Assignment

Due Monday, April 2nd, 2018 at 11:59PM: Problems 2, 3 and 4 from Chapter 7 of Shmueli




Forecasting Wal-Mart Stock

Chart 1.1 below shows a time plot of Wal-Mart daily closing prices between February 2001 and February 2002. The ACF plots of these daily closing prices and its lag-1 differenced series are also shown in Chart 1.2. Table 1.1 shows the output from fitting an AR(1) model to the series of closing prices and to the series of differences. Use all the information to answer the following questions.

Chart 1.1

walmart_stock_data <- read.xls("WalMartStock.xls")
walmart.ts <- ts(walmart_stock_data[,2], start = c(2001),frequency=252)
#252 is the number of days that the Stock Market is open: 365.25(days in a year) * 5/7(represent weekdays) = 260.89 - 9(holidays) = 251.89 rounded to 252.

#Plotting the Daily closing price of Wal-Mart stock
yrange = range(walmart.ts)

plot(walmart.ts, main = "Daily Closing Price of Wal-Mart Stock", xlab = "Time", ylab = "Close Prices ($)", bty = "l", xaxt ="n")

#X-axis
axis(1, at=c(2001.0, 2001.2, 2001.4, 2001.6, 2001.8, 2002.0), labels=c("Mar-01", "May-01", "Jul-01","Sep-01", "Nov-01", "Jan-02"))

Chart 1.2

par(mfrow = c(1,2))
Acf(walmart.ts, main = "ACF Plot for Close", lag.max = 10)
Acf(diff(walmart.ts, lag=1),  main="ACF Plot for Differenced Series", lag.max = 10)

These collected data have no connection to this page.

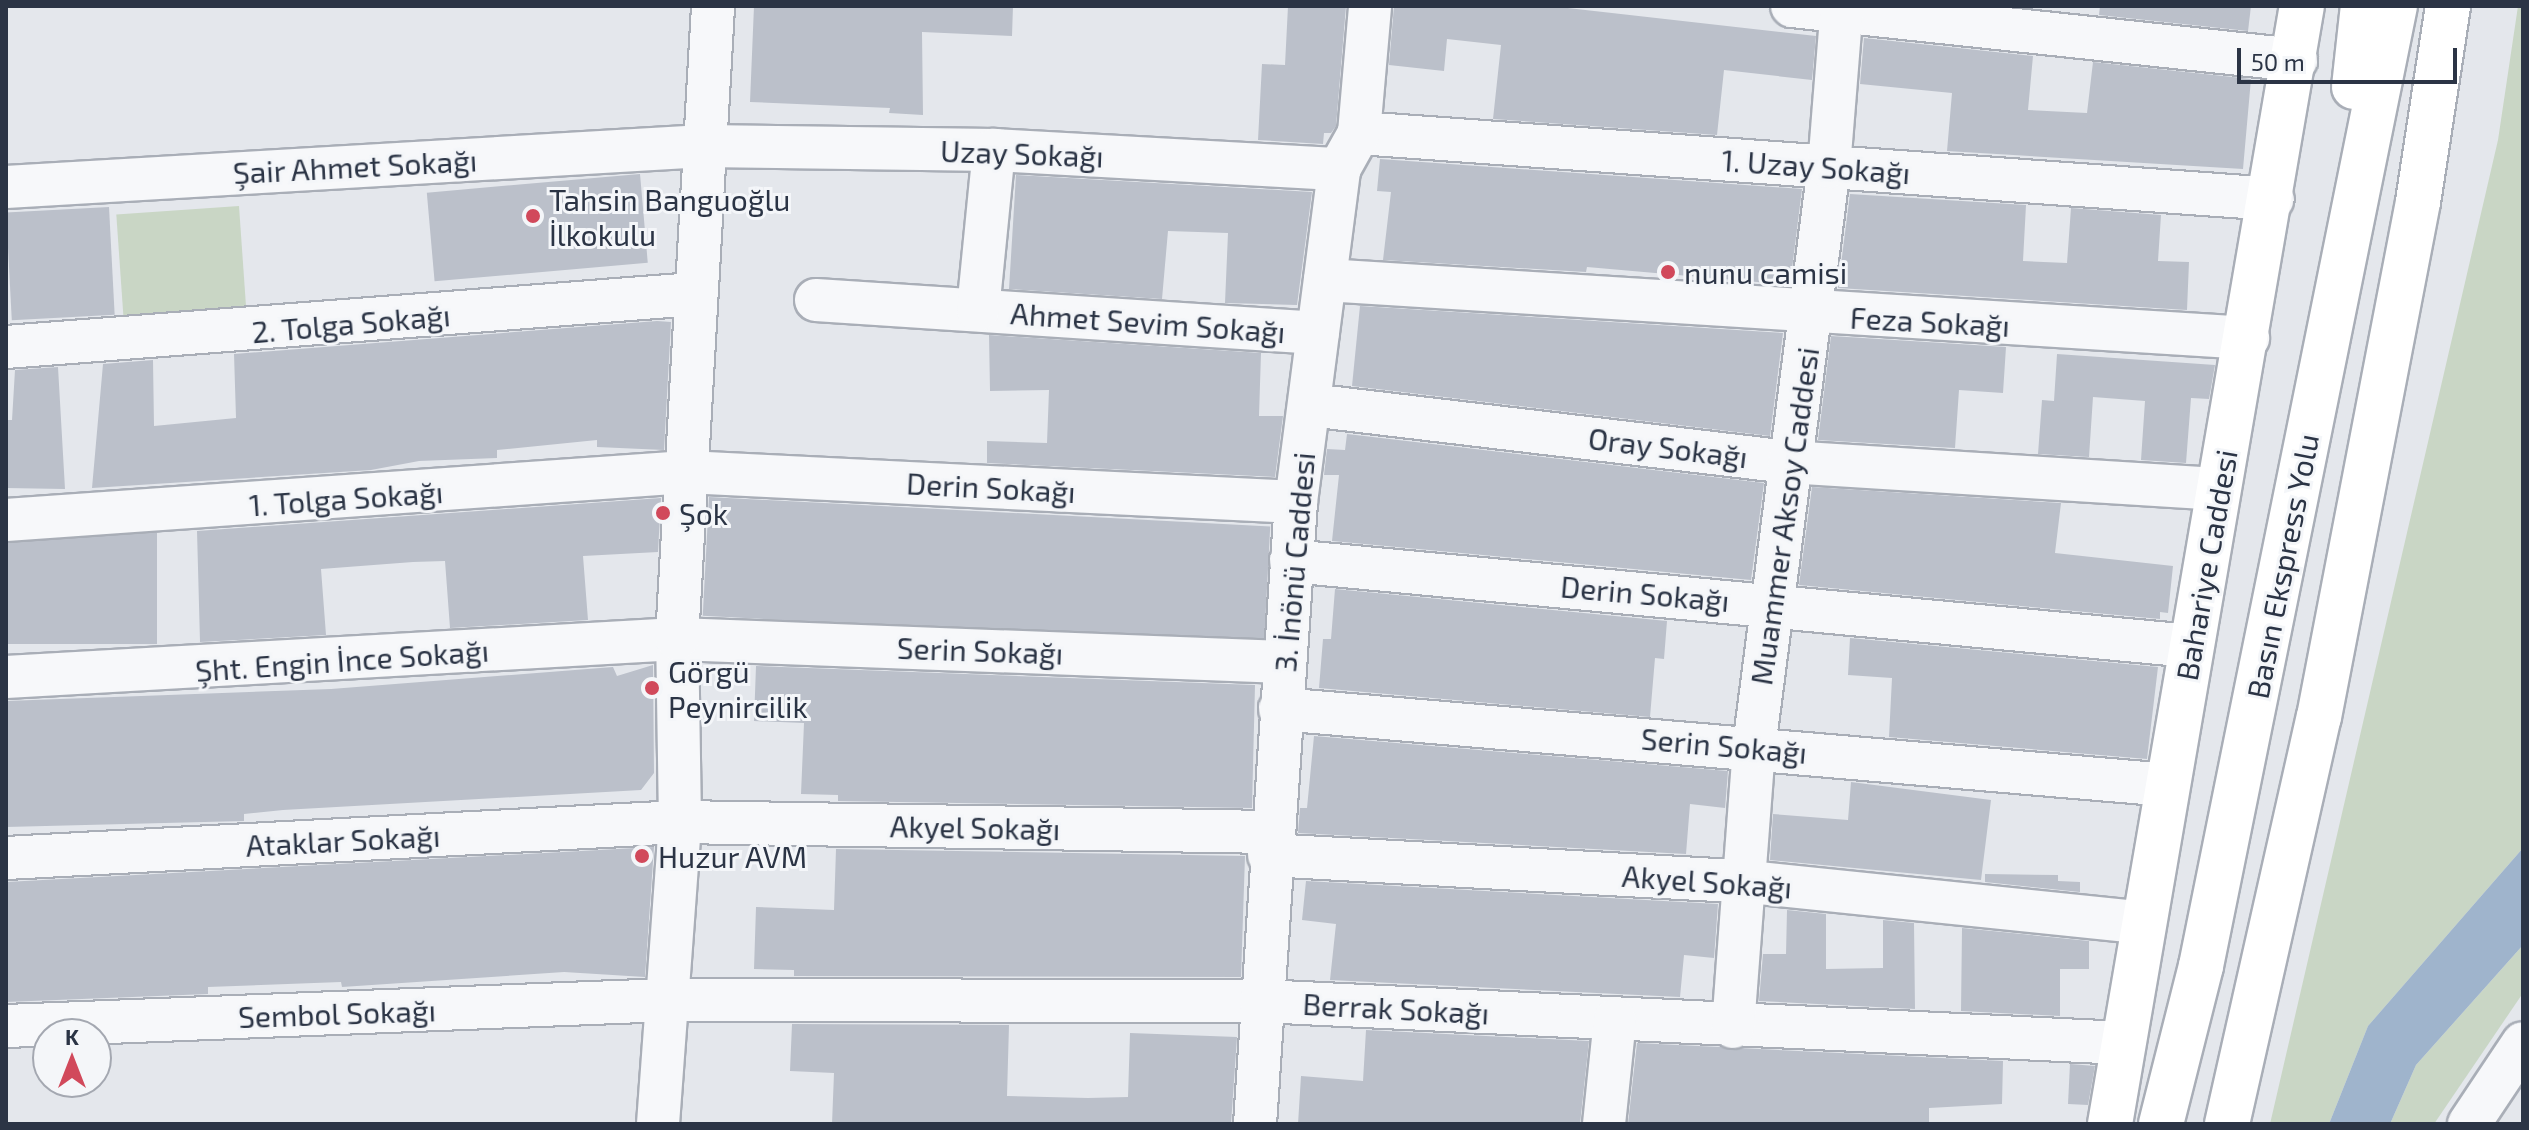 <!DOCTYPE html>
<html>
<head>
<meta charset="utf-8">
<style>
	body { margin:0 }
	#map { position:relative; width:2529px; height:1130px; overflow:hidden; background:#e4e7ec; font-family:"Exo 2",sans-serif }
	div>[style] { position:absolute }
	.green>* { inset:0; background:#c9d6c5; transform-origin:0 0 }
	.water>* { inset:0; background:#9fb4cc }
	.building>* { inset:0; background:#bbc0ca; transform-origin:0 0 }
	.roads { filter:drop-shadow(2px 0 #a9aeb7) drop-shadow(-2px 0 #a9aeb7) drop-shadow(0 2px #a9aeb7) drop-shadow(0 -2px #a9aeb7) }
	.minor>* { height:42px; margin:-21px; padding:0 21px; transform-origin:21px; border-radius:21px; background:#f7f8fa }
	.major>* { height:44px; margin:-22px; padding:0 22px; transform-origin:22px; border-radius:22px; background:#fff }
	.highway>* { height:44px; margin:-22px; padding:0 22px; transform-origin:22px; border-radius:22px; background:#fff }
	.dots>* { width:22px; height:22px; translate:-50% -50%; box-sizing:border-box; border:4px solid #f4f6f9; border-radius:50% }
	span { translate:-50% -50%; white-space:nowrap; text-align:center; line-height:1.15; -webkit-text-stroke:6px #f4f6f9; paint-order:stroke }
	.street-label { font-size:30px; color:#2b3445 }
	.poi-label { font-size:30px; color:#2b3445 }
	.left { translate:0 -50%; text-align:left }
	.frame { position:absolute; inset:0; border:8px solid #2b3445; pointer-events:none }
	.north { position:absolute; left:32px; top:1018px; width:80px; height:80px; box-sizing:border-box; background:#f4f6f9; border:2px solid #a4a8b1; border-radius:50%; rotate:0deg; font-size:22px; font-weight:700; line-height:32px; text-align:center; color:#2b3445 }
	.north::after { content:''; display:block; margin:auto; width:28px; height:36px; background:#d1495b; clip-path:polygon(50% 0,100% 100%,50% 72%,0 100%) }
	.scale { position:absolute; left:2237px; top:48px; width:220px; height:36px; box-sizing:border-box; border:4px solid #2b3445; border-top:0; padding-left:10px; font-size:24px; line-height:28px; white-space:nowrap; color:#2b3445; -webkit-text-stroke:6px #f4f6f9; paint-order:stroke }
</style>
</head>
<body>
<div id="map">
	<div class="green">
		<div style="clip-path:polygon(2518px 6px,2523px 6px,2523px 848px,2368px 1026px,2329px 1124px,2270px 1124px,2498px 140px)"></div>
		<div style="left:239px;top:206px;width:105px;height:123px;rotate:86deg"></div>
		<div style="clip-path:polygon(2523px 945px,2523px 993px,2434px 1124px,2390px 1124px,2416px 1065px)"></div>
	</div>
	<div class="water">
		<div style="clip-path:polygon(2523px 848px,2523px 945px,2416px 1065px,2390px 1124px,2329px 1124px,2368px 1026px)"></div>
	</div>
	<div class="building">
		<div style="clip-path:polygon(754px 6px,1013px 6px,1012px 36px,922px 32px,923px 115px,889px 113px,890px 108px,750px 102px)"></div>
		<div style="clip-path:polygon(1288px 6px,1346px 6px,1336px 126px,1331px 133px,1324px 133px,1323px 144px,1258px 140px,1262px 64px,1285px 65px)"></div>
		<div style="clip-path:polygon(1394px 6px,1550px 6px,1816px 36px,1812px 80px,1724px 70px,1717px 135px,1493px 119px,1501px 45px,1447px 39px,1444px 71px,1389px 65px)"></div>
		<div style="clip-path:polygon(2100px 6px,2251px 6px,2248px 31px,2099px 15px)"></div>
		<div style="clip-path:polygon(1864px 38px,2033px 56px,2028px 110px,2087px 113px,2093px 62px,2251px 79px,2243px 169px,1947px 151px,1952px 93px,1860px 84px)"></div>
		<div style="clip-path:polygon(1380px 159px,1802px 189px,1790px 285px,1587px 267px,1586px 272px,1383px 260px,1391px 192px,1377px 191px)"></div>
		<div style="left:640px;top:174px;width:89px;height:214px;rotate:85deg"></div>
		<div style="clip-path:polygon(1016px 175px,1312px 192px,1297px 305px,1225px 303px,1228px 233px,1168px 231px,1162px 299px,1009px 289px)"></div>
		<div style="clip-path:polygon(1850px 194px,2026px 205px,2023px 261px,2067px 263px,2071px 208px,2161px 215px,2158px 261px,2189px 262px,2187px 310px,1838px 288px)"></div>
		<div style="left:109px;top:207px;width:108px;height:103px;rotate:87deg"></div>
		<div style="clip-path:polygon(1360px 306px,1783px 333px,1770px 436px,1352px 386px)"></div>
		<div style="clip-path:polygon(657px 321px,671px 322px,664px 450px,597px 447px,597px 440px,497px 450px,497px 458px,419px 461px,371px 470px,92px 488px,103px 364px,153px 360px,154px 426px,236px 418px,234px 354px)"></div>
		<div style="clip-path:polygon(989px 335px,1261px 353px,1259px 416px,1283px 416px,1275px 477px,987px 463px,987px 441px,1047px 443px,1049px 390px,990px 391px)"></div>
		<div style="clip-path:polygon(1831px 336px,2006px 347px,2003px 393px,1959px 390px,1955px 448px,1818px 440px)"></div>
		<div style="clip-path:polygon(2057px 354px,2215px 365px,2209px 399px,2191px 398px,2186px 463px,2141px 460px,2145px 401px,2093px 397px,2089px 457px,2038px 454px,2042px 400px,2054px 401px)"></div>
		<div style="clip-path:polygon(58px 367px,65px 489px,6px 488px,6px 420px,12px 420px,15px 370px)"></div>
		<div style="clip-path:polygon(1347px 434px,1764px 483px,1751px 580px,1332px 541px,1339px 475px,1324px 475px,1327px 449px,1345px 450px)"></div>
		<div style="clip-path:polygon(1812px 487px,2061px 503px,2055px 553px,2173px 566px,2168px 613px,2160px 612px,2160px 619px,1799px 585px)"></div>
		<div style="left:709px;top:497px;width:562px;height:119px;rotate:3deg"></div>
		<div style="clip-path:polygon(661px 498px,658px 552px,583px 556px,588px 620px,450px 628px,445px 561px,413px 562px,321px 569px,326px 635px,200px 642px,197px 531px)"></div>
		<div style="left:157px;top:533px;width:111px;height:151px;rotate:90deg"></div>
		<div style="clip-path:polygon(1335px 589px,1667px 621px,1664px 659px,1655px 658px,1650px 717px,1319px 688px,1323px 639px,1331px 639px)"></div>
		<div style="clip-path:polygon(1850px 638px,2158px 667px,2147px 759px,1889px 737px,1892px 678px,1848px 675px)"></div>
		<div style="clip-path:polygon(653px 665px,654px 773px,641px 790px,283px 810px,244px 814px,244px 821px,6px 827px,6px 701px,331px 689px,613px 667px,617px 676px)"></div>
		<div style="clip-path:polygon(756px 666px,1255px 685px,1252px 808px,838px 801px,838px 795px,801px 794px,804px 723px,754px 721px)"></div>
		<div style="clip-path:polygon(1314px 736px,1728px 771px,1725px 808px,1690px 804px,1686px 854px,1298px 833px,1300px 808px,1307px 808px)"></div>
		<div style="clip-path:polygon(1851px 782px,1991px 800px,1981px 880px,1770px 860px,1773px 814px,1848px 820px)"></div>
		<div style="clip-path:polygon(654px 847px,645px 977px,564px 972px,342px 987px,341px 982px,208px 987px,208px 994px,6px 1002px,6px 882px)"></div>
		<div style="clip-path:polygon(836px 849px,1245px 856px,1241px 977px,794px 976px,794px 970px,754px 969px,756px 907px,834px 910px)"></div>
		<div style="clip-path:polygon(1985px 874px,2058px 875px,2058px 881px,2080px 882px,2080px 892px,1985px 882px)"></div>
		<div style="clip-path:polygon(1306px 881px,1718px 904px,1714px 958px,1684px 955px,1680px 997px,1330px 980px,1336px 924px,1302px 920px)"></div>
		<div style="clip-path:polygon(1787px 910px,1826px 914px,1826px 969px,1883px 968px,1883px 920px,1914px 923px,1915px 1009px,1759px 1001px,1763px 954px,1786px 954px)"></div>
		<div style="clip-path:polygon(1962px 928px,2089px 941px,2089px 969px,2060px 969px,2060px 1016px,1961px 1011px)"></div>
		<div style="clip-path:polygon(792px 1024px,1009px 1025px,1007px 1096px,1088px 1098px,1128px 1097px,1130px 1033px,1237px 1037px,1231px 1124px,832px 1124px,834px 1073px,790px 1071px)"></div>
		<div style="clip-path:polygon(1366px 1030px,1589px 1041px,1580px 1124px,1298px 1124px,1301px 1076px,1363px 1081px)"></div>
		<div style="clip-path:polygon(1637px 1043px,2003px 1061px,2002px 1104px,1929px 1108px,1929px 1124px,1628px 1124px)"></div>
		<div style="clip-path:polygon(2070px 1064px,2095px 1066px,2088px 1105px,2068px 1104px)"></div>
	</div>
	<div class="roads">
		<div class="minor">
			<div style="left:1792px;top:6px;width:507px;rotate:6.12deg"></div>
			<div style="left:1359px;top:133px;width:916px;rotate:4.13deg"></div>
			<div style="left:6px;top:187px;width:699px;rotate:-3.36deg"></div>
			<div style="left:704px;top:146px;width:290px;rotate:0.8deg"></div>
			<div style="left:994px;top:150px;width:346px;rotate:3.2deg"></div>
			<div style="left:1325px;top:280px;width:925px;rotate:3.6deg"></div>
			<div style="left:816px;top:300px;width:503px;rotate:3.76deg"></div>
			<div style="left:978px;top:310px;width:161px;rotate:-84.3deg"></div>
			<div style="left:6px;top:347px;width:691px;rotate:-4.4deg"></div>
			<div style="left:1310px;top:405px;width:482px;rotate:6.8deg"></div>
			<div style="left:1789px;top:462px;width:431px;rotate:3.6deg"></div>
			<div style="left:6px;top:520px;width:682px;rotate:-4.04deg"></div>
			<div style="left:686px;top:472px;width:611px;rotate:2.82deg"></div>
			<div style="left:1291px;top:561px;width:904px;rotate:5.4deg"></div>
			<div style="left:6px;top:677px;width:672px;rotate:-3.24deg"></div>
			<div style="left:677px;top:639px;width:607px;rotate:2.17deg"></div>
			<div style="left:1280px;top:709px;width:891px;rotate:4.89deg"></div>
			<div style="left:1269px;top:855px;width:472px;rotate:3.2deg"></div>
			<div style="left:1740px;top:881px;width:406px;rotate:5.9deg"></div>
			<div style="left:6px;top:858px;width:675px;rotate:-3.06deg"></div>
			<div style="left:680px;top:822px;width:591px;rotate:0.97deg"></div>
			<div style="left:6px;top:1026px;width:663px;rotate:-2.25deg"></div>
			<div style="left:668px;top:1000px;width:593px;rotate:0.1deg"></div>
			<div style="left:1261px;top:1001px;width:864px;rotate:2.79deg"></div>
			<div style="left:1733px;top:1027px;width:281px;rotate:-85.7deg"></div>
			<div style="left:1754px;top:747px;width:585px;rotate:-82.63deg"></div>
			<div style="left:1829px;top:167px;width:162px;rotate:-85.4deg"></div>
			<div style="left:658px;top:1124px;width:303px;rotate:-85.8deg"></div>
			<div style="left:680px;top:822px;width:183px;rotate:-90.9deg"></div>
			<div style="left:677px;top:639px;width:634px;rotate:-86.74deg"></div>
			<div style="left:1255px;top:1124px;width:623px;rotate:-86.23deg"></div>
			<div style="left:1296px;top:502px;width:336px;rotate:-82.6deg"></div>
			<div style="left:1339px;top:169px;width:41px;rotate:-60.9deg"></div>
			<div style="left:1359px;top:133px;width:127px;rotate:-85deg"></div>
			<div style="left:1604px;top:1124px;width:105px;rotate:-84deg"></div>
			<div style="left:2469px;top:1124px;width:97px;rotate:-56.3deg"></div>
		</div>
		<div class="major">
			<div style="left:2110px;top:1124px;width:1134px;rotate:-80.26deg"></div>
		</div>
		<div class="highway">
			<div style="left:2354px;top:87px;width:81px;rotate:-83.7deg"></div>
			<div style="left:2161px;top:1124px;width:163px;rotate:-75.8deg"></div>
			<div style="left:2201px;top:966px;width:979px;rotate:-78.58deg"></div>
			<div style="left:2227px;top:1124px;width:417px;rotate:-77.3deg"></div>
			<div style="left:2319px;top:717px;width:524px;rotate:-79.12deg"></div>
			<div style="left:2418px;top:202px;width:198px;rotate:-81.3deg"></div>
		</div>
	</div>
	<div class="dots">
		<div style="left:533px;top:216px;background:#d1495b"></div>
		<div style="left:1668px;top:272px;background:#d1495b"></div>
		<div style="left:663px;top:513px;background:#d1495b"></div>
		<div style="left:652px;top:688px;background:#d1495b"></div>
		<div style="left:642px;top:856px;background:#d1495b"></div>
	</div>
	<div class="street-label">
		<span style="left:1022px;top:153px;rotate:2deg">Uzay Sokağı</span>
		<span style="left:355px;top:166px;rotate:-3deg">Şair Ahmet Sokağı</span>
		<span style="left:1816px;top:166px;rotate:4deg">1. Uzay Sokağı</span>
		<span style="left:1930px;top:321px;rotate:3deg">Feza Sokağı</span>
		<span style="left:1148px;top:322px;rotate:4deg">Ahmet Sevim Sokağı</span>
		<span style="left:351px;top:323px;rotate:-5deg">2. Tolga Sokağı</span>
		<span style="left:1668px;top:447px;rotate:7deg">Oray Sokağı</span>
		<span style="left:991px;top:487px;rotate:3deg">Derin Sokağı</span>
		<span style="left:346px;top:498px;rotate:-4deg">1. Tolga Sokağı</span>
		<span style="left:1784px;top:516px;rotate:-82deg">Muammer Aksoy Caddesi</span>
		<span style="left:1294px;top:562px;rotate:-85deg">3. İnönü Caddesi</span>
		<span style="left:2206px;top:565px;rotate:-80deg">Bahariye Caddesi</span>
		<span style="left:2282px;top:566px;rotate:-79deg">Basın Ekspress Yolu</span>
		<span style="left:1645px;top:593px;rotate:5deg">Derin Sokağı</span>
		<span style="left:980px;top:650px;rotate:2deg">Serin Sokağı</span>
		<span style="left:342px;top:660px;rotate:-4deg">Şht. Engin İnce Sokağı</span>
		<span style="left:1724px;top:745px;rotate:5deg">Serin Sokağı</span>
		<span style="left:975px;top:827px;rotate:1deg">Akyel Sokağı</span>
		<span style="left:343px;top:840px;rotate:-3deg">Ataklar Sokağı</span>
		<span style="left:1707px;top:881px;rotate:4deg">Akyel Sokağı</span>
		<span style="left:1396px;top:1008px;rotate:3deg">Berrak Sokağı</span>
		<span style="left:337px;top:1013px;rotate:-2deg">Sembol Sokağı</span>
	</div>
	<div class="poi-label">
		<span class="left" style="left:549px;top:216px">Tahsin Banguoğlu<br>İlkokulu</span>
		<span class="left" style="left:1684px;top:272px">nunu camisi</span>
		<span class="left" style="left:679px;top:513px">Şok</span>
		<span class="left" style="left:668px;top:688px">Görgü<br>Peynircilik</span>
		<span class="left" style="left:658px;top:856px">Huzur AVM</span>
	</div>
	<div class="frame"></div>
	<div class="north">K</div>
	<div class="scale">50 m</div>
</div>
</body>
</html>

  1. Create a time plot of the differenced series.

Chart 1.3

plot(diff(walmart.ts, lag = 1), main = "Time Plot of Walmart Differenced Series", xaxt = "n")
axis(1, at=c(2001.0, 2001.2, 2001.4, 2001.6, 2001.8, 2002.0), labels=c("Mar-01", "May-01", "Jul-01","Sep-01", "Nov-01", "Jan-02"))


  1. Which of the following is/are relevant for testing whether this stock is a random walk?

  • The autocorrelations of the closing price series - Relevant
  • The AR(1) slope coefficient for the closing price series - Relevant
  • The AR(1) constant coefficient for the closing price series
  • The autocorrelations of the differenced series - Relevant
  • The AR(1) slope coefficient for the differenced series
  • The AR(1) constant coefficient for the differenced series - Relevant


  1. Recreate the AR(1) model output for the Close price series. Does the AR model indicate that this is a random walk? Explan how you reached your conclusion.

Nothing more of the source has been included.